Treatment with ipilimumab plus nivolumab improves long-term survival in melanoma patients with asymptomatic brain metastases, according to the results of the NIBIT-M2 trial presented at AACR 2026.
“The 10-year results of the NIBIT-M2 study, with the longest follow-up available to date in melanoma patients with asymptomatic brain metastases, continue to show persistent long-term therapeutic efficacy of ipilimumab plus nivolumab,” said lead study author Dr Anna Maria di Giacomo, University of Siena, Center for Immuno-Oncology, University Hospital of Siena, NIBIT Foundation Onlus, Siena, Italy.
In the NIBIT-M2 trial, Di Giacomo and her team recruited 80 melanoma patients with active, untreated, asymptomatic brain metastases from nine Italian centres between January 2013 and September 2018. Of these, 76 were randomly allocated to receive fotemustine (arm A; n=23), ipilimumab plus fotemustine (arm B; n=26), or ipilimumab plus nivolumab (arm C; n=27).

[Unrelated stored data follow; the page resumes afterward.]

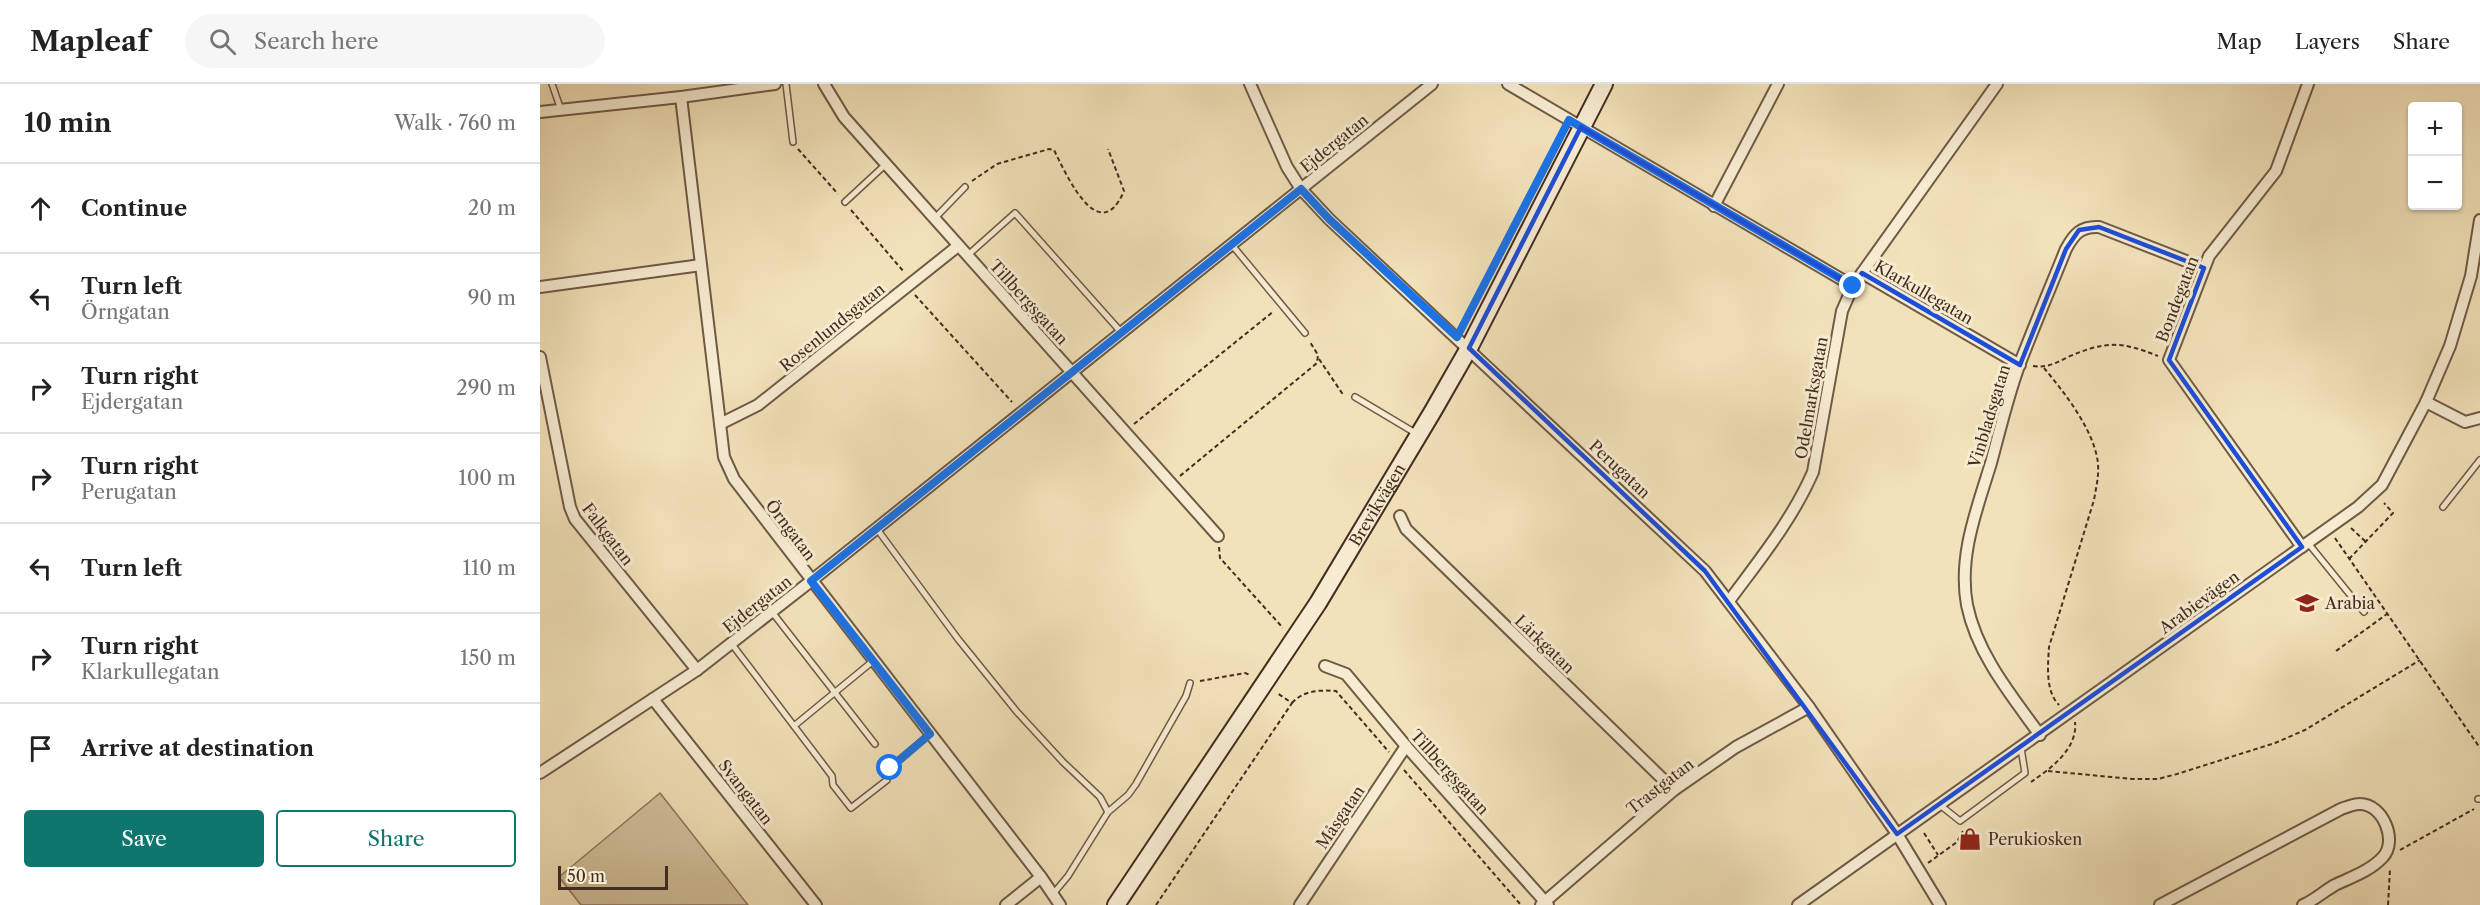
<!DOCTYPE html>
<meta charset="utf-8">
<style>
body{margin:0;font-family:"Libre Caslon Text",serif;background:#f6f6f6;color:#222}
.controls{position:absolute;right:18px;top:18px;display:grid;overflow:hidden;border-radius:6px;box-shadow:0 2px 4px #0004}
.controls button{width:54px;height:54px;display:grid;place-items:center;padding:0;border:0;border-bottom:2px solid #e0e0e0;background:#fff;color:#222;font:30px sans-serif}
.scale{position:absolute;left:18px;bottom:15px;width:110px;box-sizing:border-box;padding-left:6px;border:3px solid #432c20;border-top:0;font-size:16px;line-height:21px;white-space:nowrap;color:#432c20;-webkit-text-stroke:4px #f7ecd2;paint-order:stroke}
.stop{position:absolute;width:18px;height:18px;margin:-14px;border:4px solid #1a73e8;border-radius:50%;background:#fff}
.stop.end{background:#1a73e8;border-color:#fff;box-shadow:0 2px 6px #0008}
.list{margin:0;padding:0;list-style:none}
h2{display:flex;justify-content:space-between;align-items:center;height:78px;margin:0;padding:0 24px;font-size:26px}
h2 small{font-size:20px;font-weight:400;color:#767676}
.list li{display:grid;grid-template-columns:39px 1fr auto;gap:18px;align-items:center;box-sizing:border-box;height:90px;padding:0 24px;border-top:2px solid #e0e0e0}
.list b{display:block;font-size:22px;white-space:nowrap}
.list p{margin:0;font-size:20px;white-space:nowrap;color:#767676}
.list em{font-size:20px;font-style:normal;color:#767676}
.actions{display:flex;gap:12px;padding:18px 24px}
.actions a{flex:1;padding:14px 0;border:2px solid #0f766e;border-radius:6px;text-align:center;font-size:21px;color:#0f766e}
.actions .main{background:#0f766e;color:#fff}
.icon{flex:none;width:33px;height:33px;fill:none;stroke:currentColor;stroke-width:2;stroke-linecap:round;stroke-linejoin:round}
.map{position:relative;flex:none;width:1940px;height:821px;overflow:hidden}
header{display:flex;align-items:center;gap:36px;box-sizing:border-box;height:84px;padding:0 30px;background:#fff;border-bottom:2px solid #e0e0e0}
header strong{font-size:28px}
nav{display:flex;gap:33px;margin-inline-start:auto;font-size:21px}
.search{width:420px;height:54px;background:#f6f6f6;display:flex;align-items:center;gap:15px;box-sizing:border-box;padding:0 21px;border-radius:33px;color:#767676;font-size:22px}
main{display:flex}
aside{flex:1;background:#fff}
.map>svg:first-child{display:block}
.green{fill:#d4c3a0;stroke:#8c7860;stroke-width:1.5}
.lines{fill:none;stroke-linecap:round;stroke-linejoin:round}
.lane-casing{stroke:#6f5a46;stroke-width:8}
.street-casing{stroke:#6f5a46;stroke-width:14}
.secondary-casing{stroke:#432c20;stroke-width:20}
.path{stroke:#432c20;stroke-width:2;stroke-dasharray:4.5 3;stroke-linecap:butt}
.lane{stroke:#f7ecd2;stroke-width:5}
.street{stroke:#f7ecd2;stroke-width:10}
.secondary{stroke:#f7ecd2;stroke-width:16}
.route{stroke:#1a73e8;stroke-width:8}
.marked{fill:none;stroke:#1d4ed8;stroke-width:4.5;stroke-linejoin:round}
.labels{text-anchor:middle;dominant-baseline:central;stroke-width:6;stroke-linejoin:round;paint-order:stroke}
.street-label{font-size:16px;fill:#432c20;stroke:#f7ecd2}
.poi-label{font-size:16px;fill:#432c20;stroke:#f7ecd2;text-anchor:start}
</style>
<header>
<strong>Mapleaf</strong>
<div class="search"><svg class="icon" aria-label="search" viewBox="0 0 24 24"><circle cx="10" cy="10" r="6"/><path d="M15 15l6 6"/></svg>Search here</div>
<nav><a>Map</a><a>Layers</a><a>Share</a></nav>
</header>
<main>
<aside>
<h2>10 min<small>Walk · 760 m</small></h2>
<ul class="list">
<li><svg class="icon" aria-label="ahead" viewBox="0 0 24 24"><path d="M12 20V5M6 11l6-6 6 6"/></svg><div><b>Continue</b></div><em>20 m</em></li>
<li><svg class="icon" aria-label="left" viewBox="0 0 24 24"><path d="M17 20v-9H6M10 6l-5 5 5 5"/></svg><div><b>Turn left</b><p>Örngatan</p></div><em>90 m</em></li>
<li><svg class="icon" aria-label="right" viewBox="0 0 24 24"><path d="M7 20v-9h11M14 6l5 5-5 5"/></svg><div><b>Turn right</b><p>Ejdergatan</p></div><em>290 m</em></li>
<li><svg class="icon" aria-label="right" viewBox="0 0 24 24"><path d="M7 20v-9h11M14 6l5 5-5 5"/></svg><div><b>Turn right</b><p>Perugatan</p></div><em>100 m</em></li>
<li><svg class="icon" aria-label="left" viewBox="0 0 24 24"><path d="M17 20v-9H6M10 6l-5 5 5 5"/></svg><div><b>Turn left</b></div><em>110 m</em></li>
<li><svg class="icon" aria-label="right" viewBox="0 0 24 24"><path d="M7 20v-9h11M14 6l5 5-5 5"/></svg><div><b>Turn right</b><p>Klarkullegatan</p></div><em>150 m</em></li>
<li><svg class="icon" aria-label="arrive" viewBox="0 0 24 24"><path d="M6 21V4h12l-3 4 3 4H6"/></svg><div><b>Arrive at destination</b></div></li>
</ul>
<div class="actions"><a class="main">Save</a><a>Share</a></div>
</aside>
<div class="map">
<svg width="1940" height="821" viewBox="0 0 1940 821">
<rect width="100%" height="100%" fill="#f2e2ba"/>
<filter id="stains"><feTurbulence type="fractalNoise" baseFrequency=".00333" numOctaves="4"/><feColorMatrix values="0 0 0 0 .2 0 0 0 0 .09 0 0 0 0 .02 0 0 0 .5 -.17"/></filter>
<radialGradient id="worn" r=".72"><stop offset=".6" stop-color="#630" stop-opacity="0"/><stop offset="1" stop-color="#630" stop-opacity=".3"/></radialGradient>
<path class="green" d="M120,709L208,821H41L19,793Z"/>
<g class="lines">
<g class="lane-casing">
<g id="lane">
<path d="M12,0L21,26"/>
<path d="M246,0L253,58"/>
<path d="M305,118L346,80"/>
<path d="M394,135L425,103"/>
<path d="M692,161L765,249"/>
<path d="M428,171L475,129L581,248"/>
<path d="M815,313L877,350"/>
<path d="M1903,423L1940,376"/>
<path d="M337,445L418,555L477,628L523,678L560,713L568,728L588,711L596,700L646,612L650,599"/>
<path d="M1768,459L1824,528"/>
<path d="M232,528L335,660"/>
<path d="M191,559L292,692L293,701L311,724L347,696L350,684L390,650"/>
<path d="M254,642L333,577"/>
<path d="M1938,715H1940"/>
<path d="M1400,721L1420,737L1485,689L1481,664"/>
<path d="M513,810L528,792L568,728"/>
</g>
</g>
<g class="street-casing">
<g id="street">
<path d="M284,0L304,33L678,452"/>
<path d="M710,0L747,83L761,105L789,135L1165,487L1269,623L1357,750L1400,821"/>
<path d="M968,0L1313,202L1322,189L1480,281"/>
<path d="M141,13L184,373L194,395L501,793L520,821"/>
<path d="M0,28L141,13L235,0"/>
<path d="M1174,122L1238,0"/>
<path d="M1322,189L1457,0"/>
<path d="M0,203L161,181"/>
<path d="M0,273L30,423L35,435L157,586"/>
<path d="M1886,318L1925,338L1940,334"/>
<path d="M180,340L218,321L418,162"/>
<path d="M860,432L866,445L1134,706"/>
<path d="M1762,463L1629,276L1669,172L1736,87L1768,0"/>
<path d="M1189,517C1220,475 1252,436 1273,388L1302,227L1313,202"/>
<path d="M785,582L806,590L866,662L1008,821"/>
<path d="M113,615L276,821"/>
<path d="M1500,651C1471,611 1437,570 1427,521C1418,472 1437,425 1451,379C1460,346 1468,311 1480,279C1495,240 1511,202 1526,165C1534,150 1541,142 1559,143L1664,184"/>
<path d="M0,689L157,586L271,497L892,0"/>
<path d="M466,821L501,793"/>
<path d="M760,821L866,662"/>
<path d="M1001,821L1134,706L1196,663L1269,623"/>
<path d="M1258,821L1818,423L1842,401L1886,318L1910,262L1931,192L1940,136"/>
<path d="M1620,821L1801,725C1807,723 1814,720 1819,720C1843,719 1858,757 1843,773C1830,787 1812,793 1795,801C1784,807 1775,816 1763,821"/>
</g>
</g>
<g class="secondary-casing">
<g id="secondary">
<path id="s1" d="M576,821L778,519L893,327L929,264L1064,0"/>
</g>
</g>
<g class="path">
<path d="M258,65L298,110"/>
<path d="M432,97L457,80L509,65L514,66C526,90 559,165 584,107L568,65"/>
<path d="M311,126L364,188"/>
<path d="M375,211L472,318"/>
<path d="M779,275L804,312"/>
<path d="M1493,282C1507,284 1516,279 1528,273C1565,257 1581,257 1618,272"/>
<path d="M1504,284C1524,308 1555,347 1558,380C1559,392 1556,404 1554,416L1509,563C1508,581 1505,607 1519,621"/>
<path d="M594,340L734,227"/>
<path d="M640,392L777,279L778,271L770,258"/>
<path d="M1811,444L1826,458"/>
<path d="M1795,454L1940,664"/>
<path d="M679,463L680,474L743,544"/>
<path d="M1809,475L1853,429L1844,419"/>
<path d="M1796,567L1847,530"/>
<path d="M660,597L705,589L710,591"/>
<path d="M752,619C764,606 779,606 796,607L849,668"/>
<path d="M864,686L981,821"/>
<path d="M1508,687L1592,695H1618L1637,690L1735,659L1765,646L1880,576"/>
<path d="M1491,698C1510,685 1538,665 1535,638"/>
<path d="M1384,749L1398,771"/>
<path d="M1860,766L1934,725"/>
<path d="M1388,779L1417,758L1423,747"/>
<path d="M616,821L752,619L737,609"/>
<path d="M1848,821L1850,785"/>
</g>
<use href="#lane" class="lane"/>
<use href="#street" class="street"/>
<use href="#secondary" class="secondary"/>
</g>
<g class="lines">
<path class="route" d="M350,684L390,650L271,497L761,105L789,135L917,253L1029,36L1313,202"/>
</g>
<path class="marked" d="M1041,43L1313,202L1322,189L1480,281L1526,165L1539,146L1559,143L1664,184L1629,276L1762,463L1357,750L1165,487L929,264Z"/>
<defs>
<g id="school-bare" transform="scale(1.8)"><path d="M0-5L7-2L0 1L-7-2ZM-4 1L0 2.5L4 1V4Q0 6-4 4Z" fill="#8f2418" stroke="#f7ecd2" stroke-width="2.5" paint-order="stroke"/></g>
<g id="shop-bare" transform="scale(1.8)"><path d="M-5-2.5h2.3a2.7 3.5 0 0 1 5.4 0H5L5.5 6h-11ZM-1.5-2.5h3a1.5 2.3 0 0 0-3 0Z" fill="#8f2418" stroke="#f7ecd2" stroke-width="2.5" paint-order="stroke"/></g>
</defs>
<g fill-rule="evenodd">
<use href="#school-bare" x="1767" y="519"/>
<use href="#shop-bare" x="1430" y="755"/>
</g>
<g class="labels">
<g class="street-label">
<text transform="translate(794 59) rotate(-39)">Ejdergatan</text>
<text transform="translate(1384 208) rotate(30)">Klarkullegatan</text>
<text transform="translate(1637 215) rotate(-69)">Bondegatan</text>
<text transform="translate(489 218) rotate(48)">Tillbergsgatan</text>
<text transform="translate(292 243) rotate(-39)">Rosenlundsgatan</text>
<text transform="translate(1271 314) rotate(-80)">Odelmarksgatan</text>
<text transform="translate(1449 332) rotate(-73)">Vinbladsgatan</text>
<text transform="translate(1080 385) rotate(43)">Perugatan</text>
<text stroke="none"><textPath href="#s1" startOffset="478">Brevikvägen</textPath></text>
<text transform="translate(251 446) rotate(53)">Örngatan</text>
<text transform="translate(68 450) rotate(53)">Falkgatan</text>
<text transform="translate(1659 518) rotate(-36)">Arabievägen</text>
<text transform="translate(217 520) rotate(-38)">Ejdergatan</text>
<text transform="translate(1005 560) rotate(44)">Lärkgatan</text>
<text transform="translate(910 688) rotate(48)">Tillbergsgatan</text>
<text transform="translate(1120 702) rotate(-38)">Trastgatan</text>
<text transform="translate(206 708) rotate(52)">Svangatan</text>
<text transform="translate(800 733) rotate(-56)">Måsgatan</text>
</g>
<g class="poi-label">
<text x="1785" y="519">Arabia</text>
<text x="1448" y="755">Perukiosken</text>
</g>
</g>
<rect width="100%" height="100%" filter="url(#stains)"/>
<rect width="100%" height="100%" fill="url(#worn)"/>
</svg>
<div class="controls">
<button>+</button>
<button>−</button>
</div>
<div class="scale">50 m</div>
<div class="stop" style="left:350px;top:684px"></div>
<div class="stop end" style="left:1313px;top:202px"></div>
</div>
</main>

Overall survival (OS) was the primary endpoint, while intracranial progression-free survival (iPFS) was secondary. Exploratory analyses were performed on cell free (cf) DNA plasma samples collected at baseline and week 12 on therapy.
Furthermore, Di Giacomo and colleagues used IchorCNA to estimate tumour fraction from low pass whole-genome sequencing. They also calculated the tumour-specific methylation Score (T-meth Score) as the ratio between the coverage over methylated regions analysed by cf-methylated DNA immunoprecipitation and high-throughput sequencing and melanoma-specific methylated regions previously identified in The Cancer Genome Atlas melanoma cohort.
Over a median follow-up of 125 months, patients attained a median OS of 8.5 months (95 percent confidence interval [CI], 4.8‒12.2) in arm A, 8.2 months (95 percent CI, 2.1‒14.3) in arm B, and 29.2 months (95 percent CI, 0‒73.5) in arm C. [AACR 2026, abstract CT008]
At 10 years, the OS rates were 13.0 percent (95 percent CI, 0‒26.7), 7.7 percent (95 percent CI, 0‒17.9), and 31.2 percent (95 percent CI, 13.0‒49.4) in arms A, B, and C, respectively. The corresponding 10-year melanoma-specific survival was 13.0 percent (95 percent CI, 0‒26.7), 7.7 percent (95 percent CI, 0‒17.9), and 35.1 percent (95 percent CI, 16.3‒53.9).
Moreover, the iPFS rate at 10 years was 4.3 percent (95 percent CI, 0‒12.7) in arm A, 7.7 percent (95 percent CI, 0‒17.9) in arm B, and 20 percent (95 percent CI, 3.9‒35.7) in arm C.
Tumour fraction
At baseline, Di Giacomo and her team stratified patients according to the median values of tumour fraction (n=57; median 0.022) and of T-meth Score (n=53; median 0.096). They observed a significantly higher median OS among patients with tumour fraction (22.3 vs 8.2 months; p=0.033) and T-meth Score (26.3 vs 7.9 months; p=0.002) below the median values.
Notably, patients with low tumour fraction and T-meth Score were “enriched” at baseline in those treated with ipilimumab plus nivolumab. Patients with an OS above the median (26.3 months for tumour fraction and 24.0 months for T-meth Score) were found to have a reduction in tumour fraction (n=29) and T-meth Score (n=24) at week 12.
“Plasma-derived TF and T-meth Score may predict long-term survival of melanoma patients with asymptomatic brain metastases treated with ipilimumab plus nivolumab,” Di Giacomo said.